Certaines pratiques consistent également à détourner des médicaments, notamment des sirops antihistaminiques ou antitussifs contenant de la prométhazine, recherchés non pas pour leurs propriétés thérapeutiques, mais pour leurs effets sédatifs lorsqu’ils sont associés à d’autres substances.
De la même manière, le tramadol, puissant antalgique destiné à soulager des douleurs sévères chez certains patients souffrant des maladies chroniques ou certains blessés de guerre, est malheureusement détourné de son usage médical. Mélangé à d’autres produits ou consommé à des doses excessives, il expose les jeunes à des risques majeurs : dépendance, troubles neurologiques, crises convulsives, dépression respiratoire et, dans certains cas, décès.
Cette banalisation de la drogue derrière l’image apparemment anodine de la chicha constitue un véritable défi pour les familles et pour les services de sécurité. Il n’est plus rare que des jeunes consomment ces substances dans des lieux publics, voire à domicile, sous le regard de parents qui pensent assister à une simple consommation de tabac aromatisé.
Cette confusion favorise l’installation d’une dépendance silencieuse, dont les conséquences sont dramatiques : déscolarisation, troubles psychiatriques, violences, délinquance, désintégration familiale, viol sur mineurs et parfois décès.
Les unités spécialisées dans la lutte contre les stupéfiants doivent donc redoubler de vigilance. Au-delà des saisies de drogues, il devient indispensable de renforcer les contrôles dans les lounges de chicha, de développer des capacités d’identification des nouvelles drogues de synthèse et d’intensifier les campagnes de sensibilisation auprès des jeunes, des parents et des responsables de ces établissements.
La réponse ne peut toutefois être uniquement sécuritaire.
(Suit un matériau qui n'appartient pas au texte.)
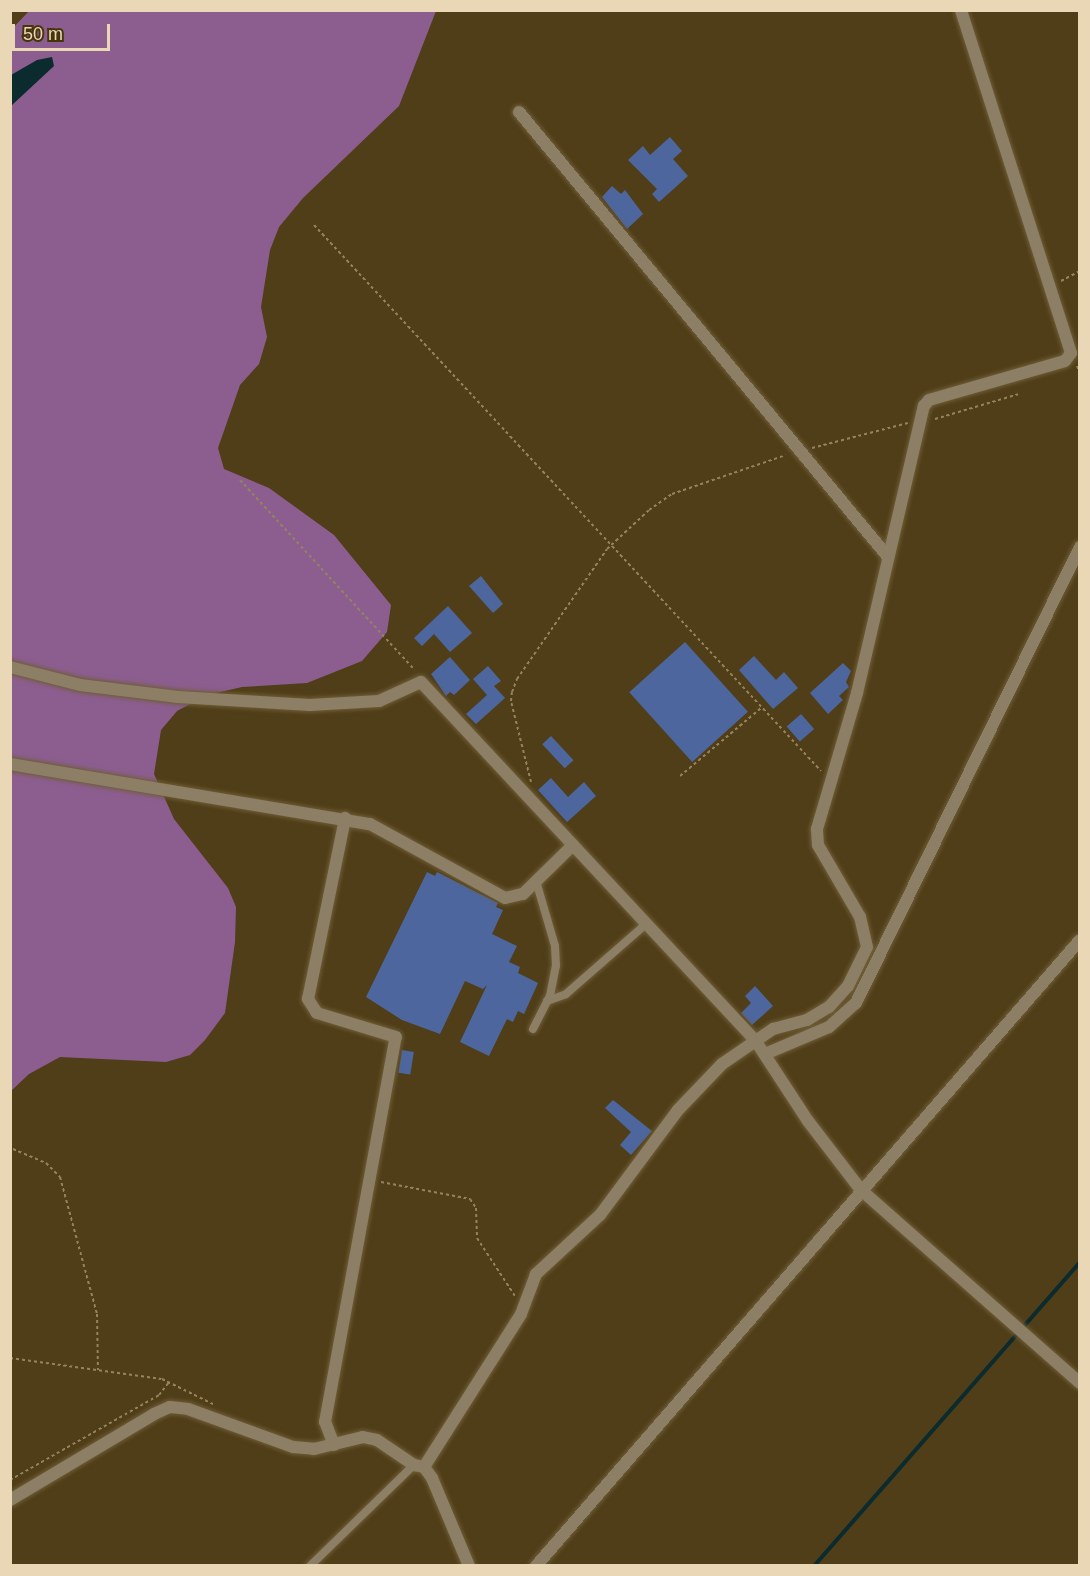 <!DOCTYPE html>
<html>
<head>
<meta charset="utf-8">
<style>
  body { margin:0 }
  #map { position:relative; width:1090px; height:1576px; overflow:hidden; background:#503e18; font-family:Helvetica,sans-serif }
  div>[style] { position:absolute }
  [style*='--x'] { left:calc(var(--x)*1px); top:calc(var(--y)*1px); width:calc(var(--w)*1px); rotate:calc(var(--a)*1deg) }
  .forest>* { inset:0; background:#8c5e90 }
  .water>* { inset:0; background:#0b2b2e }
  .stream>* { height:4px; margin:-2px; padding:0 2px; transform-origin:2px; border-radius:2px; background:#0b2b2e }
  .building>* { inset:0; background:#4d679e; transform-origin:0 0 }
  .path>* { height:2px; margin-top:-1px; transform-origin:0; background:repeating-linear-gradient(90deg,#95835e 0 3px,transparent 0 6px) }
  .roads { filter:drop-shadow(0 0 2px #6f5d37) drop-shadow(0 0 2px #6f5d37) }
  .lane>* { height:8px; margin:-4px; padding:0 4px; transform-origin:4px; border-radius:4px; background:#8d7f65 }
  .street>* { height:12px; margin:-6px; padding:0 6px; transform-origin:6px; border-radius:6px; background:#8d7f65 }
  span { translate:-50% -50%; white-space:nowrap; text-align:center; line-height:1.15; -webkit-text-stroke:5px #45340c; paint-order:stroke }
  .frame { position:absolute; inset:0; border:12px solid #e9d7b5; pointer-events:none }
  .scale { position:absolute; left:12px; top:24px; width:98px; height:27px; box-sizing:border-box; border:3px solid #e9d7b5; border-top:0; padding-left:8px; font-size:18px; line-height:21px; white-space:nowrap; color:#e9d7b5; -webkit-text-stroke:4px #45340c; paint-order:stroke }
</style>
</head>
<body>
<div id="map">
  <div class="forest">
    <div style="clip-path:polygon(30px 10px,436px 11px,399px 106px,303px 198px,279px 227px,270px 250px,261px 307px,267px 337px,259px 364px,240px 385px,218px 448px,224px 469px,269px 488px,334px 535px,391px 605px,387px 632px,362px 661px,307px 683px,242px 687px,207px 695px,177px 711px,161px 730px,154px 774px,174px 819px,228px 888px,236px 907px,235px 942px,225px 1013px,205px 1040px,190px 1055px,166px 1062px,60px 1057px,29px 1074px,11px 1091px,11px 30px)"></div>
  </div>
  <div class="water">
    <div style="clip-path:polygon(52px 57px,54px 66px,11px 106px,11px 75px,37px 60px)"></div>
  </div>
  <div class="stream">
    <div style="--x:814;--y:1566;--w:404;--a:-48.8"></div>
  </div>
  <div class="building">
    <div style="clip-path:polygon(670px 137px,682px 151px,673px 159px,688px 176px,659px 202px,652px 194px,657px 189px,628px 160px,643px 146px,650px 155px)"></div>
    <div style="clip-path:polygon(612px 186px,621px 194px,625px 190px,643px 214px,627px 229px,602px 197px)"></div>
    <div style="clip-path:polygon(481px 576px,503px 604px,493px 613px,469px 586px)"></div>
    <div style="clip-path:polygon(448px 606px,472px 633px,450px 652px,434px 634px,422px 646px,414px 638px)"></div>
    <div style="left:685px;top:642px;width:94px;height:75px;rotate:48deg"></div>
    <div style="clip-path:polygon(754px 656px,776px 680px,784px 672px,798px 688px,773px 709px,739px 670px)"></div>
    <div style="clip-path:polygon(450px 657px,470px 680px,454px 695px,450px 692px,446px 696px,431px 674px)"></div>
    <div style="clip-path:polygon(843px 663px,851px 671px,846px 682px,849px 687px,839px 696px,843px 700px,828px 714px,810px 693px)"></div>
    <div style="clip-path:polygon(488px 666px,501px 681px,494px 686px,505px 698px,476px 724px,466px 714px,487px 695px,473px 679px)"></div>
    <div style="left:801px;top:714px;width:20px;height:19px;rotate:49deg"></div>
    <div style="left:551px;top:736px;width:33px;height:12px;rotate:47deg"></div>
    <div style="clip-path:polygon(551px 778px,568px 797px,584px 782px,596px 796px,567px 822px,538px 790px)"></div>
    <div style="clip-path:polygon(427px 872px,435px 876px,437px 872px,498px 903px,496px 907px,503px 910px,492px 934px,517px 946px,509px 962px,520px 967px,518px 973px,538px 983px,524px 1014px,518px 1011px,513px 1022px,507px 1019px,489px 1056px,460px 1042px,487px 985px,483px 989px,465px 981px,440px 1034px,402px 1020px,366px 997px)"></div>
    <div style="clip-path:polygon(755px 986px,773px 1006px,752px 1025px,741px 1013px,751px 1003px,745px 996px)"></div>
    <div style="left:402px;top:1050px;width:12px;height:23px;rotate:9deg"></div>
    <div style="clip-path:polygon(613px 1100px,652px 1131px,631px 1155px,620px 1145px,631px 1132px,605px 1108px)"></div>
  </div>
  <div class="path">
    <div style="--x:314;--y:225;--w:745;--a:47.12"></div>
    <div style="--x:1061;--y:281;--w:21;--a:-28"></div>
    <div style="--x:1077;--y:366;--w:9;--a:69"></div>
    <div style="--x:935;--y:419;--w:88;--a:-16.6"></div>
    <div style="--x:812;--y:448;--w:99;--a:-14.6"></div>
    <div style="--x:240;--y:480;--w:258;--a:47.4"></div>
    <div style="--x:680;--y:776;--w:106;--a:-40"></div>
    <div style="--x:531;--y:782;--w:83;--a:-103.9"></div>
    <div style="--x:511;--y:701;--w:9;--a:-84"></div>
    <div style="--x:512;--y:692;--w:14;--a:-69"></div>
    <div style="--x:517;--y:679;--w:158;--a:-55.3"></div>
    <div style="--x:607;--y:549;--w:57;--a:-42.9"></div>
    <div style="--x:649;--y:510;--w:28;--a:-35"></div>
    <div style="--x:672;--y:494;--w:120;--a:-18.9"></div>
    <div style="--x:13;--y:1149;--w:36;--a:23"></div>
    <div style="--x:46;--y:1163;--w:20;--a:45"></div>
    <div style="--x:60;--y:1177;--w:142;--a:74.9"></div>
    <div style="--x:97;--y:1314;--w:56;--a:89"></div>
    <div style="--x:381;--y:1182;--w:91;--a:10.8"></div>
    <div style="--x:470;--y:1199;--w:11;--a:56"></div>
    <div style="--x:476;--y:1208;--w:30;--a:88"></div>
    <div style="--x:477;--y:1238;--w:69;--a:56.8"></div>
    <div style="--x:10;--y:1358;--w:153;--a:7.9"></div>
    <div style="--x:162;--y:1379;--w:57;--a:26.1"></div>
    <div style="--x:10;--y:1480;--w:172;--a:-29.7"></div>
    <div style="--x:159;--y:1395;--w:16;--a:-52"></div>
  </div>
  <div class="roads">
    <div class="lane">
      <div style="--x:547;--y:1001;--w:20;--a:-20"></div>
      <div style="--x:566;--y:994;--w:106;--a:-41.2"></div>
      <div style="--x:533;--y:1029;--w:37;--a:-63"></div>
      <div style="--x:550;--y:996;--w:31;--a:-79"></div>
      <div style="--x:556;--y:966;--w:20;--a:-93"></div>
      <div style="--x:555;--y:946;--w:68;--a:-106.3"></div>
      <div style="--x:310;--y:1566;--w:145;--a:-44.2"></div>
    </div>
    <div class="street">
      <div style="--x:519;--y:112;--w:578;--a:50.33"></div>
      <div style="--x:10;--y:667;--w:72;--a:14.4"></div>
      <div style="--x:80;--y:685;--w:99;--a:7"></div>
      <div style="--x:178;--y:697;--w:132;--a:3.5"></div>
      <div style="--x:310;--y:705;--w:69;--a:-3.3"></div>
      <div style="--x:379;--y:701;--w:46;--a:-24.3"></div>
      <div style="--x:421;--y:682;--w:490;--a:47"></div>
      <div style="--x:755;--y:1040;--w:97;--a:56.8"></div>
      <div style="--x:808;--y:1121;--w:87;--a:52.5"></div>
      <div style="--x:861;--y:1190;--w:292;--a:41.4"></div>
      <div style="--x:10;--y:764;--w:365;--a:9.5"></div>
      <div style="--x:370;--y:824;--w:154;--a:28.7"></div>
      <div style="--x:505;--y:898;--w:18;--a:-13"></div>
      <div style="--x:523;--y:894;--w:70;--a:-44.4"></div>
      <div style="--x:765;--y:1054;--w:69;--a:-22.9"></div>
      <div style="--x:829;--y:1027;--w:36;--a:-42"></div>
      <div style="--x:856;--y:1003;--w:508;--a:-63.84"></div>
      <div style="--x:334;--y:1445;--w:25;--a:-111"></div>
      <div style="--x:325;--y:1422;--w:391;--a:-79.6"></div>
      <div style="--x:396;--y:1037;--w:83;--a:-163.1"></div>
      <div style="--x:317;--y:1013;--w:17;--a:-123"></div>
      <div style="--x:308;--y:999;--w:185;--a:-78.4"></div>
      <div style="--x:424;--y:1467;--w:181;--a:-57.6"></div>
      <div style="--x:521;--y:1314;--w:43;--a:-69.4"></div>
      <div style="--x:536;--y:1274;--w:87;--a:-42.7"></div>
      <div style="--x:600;--y:1215;--w:131;--a:-53.4"></div>
      <div style="--x:678;--y:1110;--w:64;--a:-46.3"></div>
      <div style="--x:722;--y:1064;--w:62;--a:-34.5"></div>
      <div style="--x:773;--y:1029;--w:35;--a:-15"></div>
      <div style="--x:807;--y:1020;--w:26;--a:-31"></div>
      <div style="--x:829;--y:1007;--w:28;--a:-48"></div>
      <div style="--x:848;--y:986;--w:43;--a:-64"></div>
      <div style="--x:867;--y:947;--w:31;--a:-103"></div>
      <div style="--x:860;--y:917;--w:83;--a:-120.3"></div>
      <div style="--x:818;--y:845;--w:16;--a:-94"></div>
      <div style="--x:817;--y:829;--w:142;--a:-73.6"></div>
      <div style="--x:857;--y:693;--w:295;--a:-76.9"></div>
      <div style="--x:924;--y:406;--w:8;--a:-50"></div>
      <div style="--x:929;--y:400;--w:141;--a:-16"></div>
      <div style="--x:1065;--y:361;--w:10;--a:-53"></div>
      <div style="--x:1071;--y:353;--w:360;--a:-107.8"></div>
      <div style="--x:10;--y:1500;--w:168;--a:-30.8"></div>
      <div style="--x:154;--y:1414;--w:17;--a:-24"></div>
      <div style="--x:170;--y:1407;--w:18;--a:6"></div>
      <div style="--x:188;--y:1409;--w:112;--a:19.9"></div>
      <div style="--x:293;--y:1447;--w:21;--a:5"></div>
      <div style="--x:314;--y:1449;--w:50;--a:-13.8"></div>
      <div style="--x:363;--y:1437;--w:14;--a:12"></div>
      <div style="--x:377;--y:1440;--w:45;--a:34"></div>
      <div style="--x:414;--y:1465;--w:10;--a:11"></div>
      <div style="--x:424;--y:1467;--w:14;--a:54"></div>
      <div style="--x:432;--y:1478;--w:95;--a:67.2"></div>
      <div style="--x:536;--y:1566;--w:829;--a:-49.01"></div>
    </div>
  </div>
  <div class="frame"></div>
  <div class="scale">50 m</div>
</div>
</body>
</html>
Elle doit également être sanitaire, éducative et sociale. Prévenir les addictions, accompagner les personnes dépendantes, sanctionner les trafiquants et sensibiliser la population constituent les quatre piliers d’une stratégie durable.
Enfin, la question de l’encadrement, voire de l’interdiction de la consommation de la chicha dans certains contextes, mérite d’être examinée par les pouvoirs publics. Si la chicha devient un moyen privilégié pour masquer la consommation de drogues illicites et contourner les contrôles, un renforcement de la réglementation pourrait constituer un levier supplémentaire dans la lutte contre ce fléau.
La drogue ne détruit pas seulement celui qui la consomme ; elle détruit des familles, compromet l’avenir d’une génération et favorise le viole sur mineurs. La protéger exige une mobilisation collective où l’État, les forces de sécurité, les professionnels de santé, les éducateurs et les parents assument, chacun, leur part de responsabilité.
Dr. Karamo Kaba
Pharmacien- Spécialiste en Gestion des Serveurs de Santé. MBA in Pharma Biotech Business Management.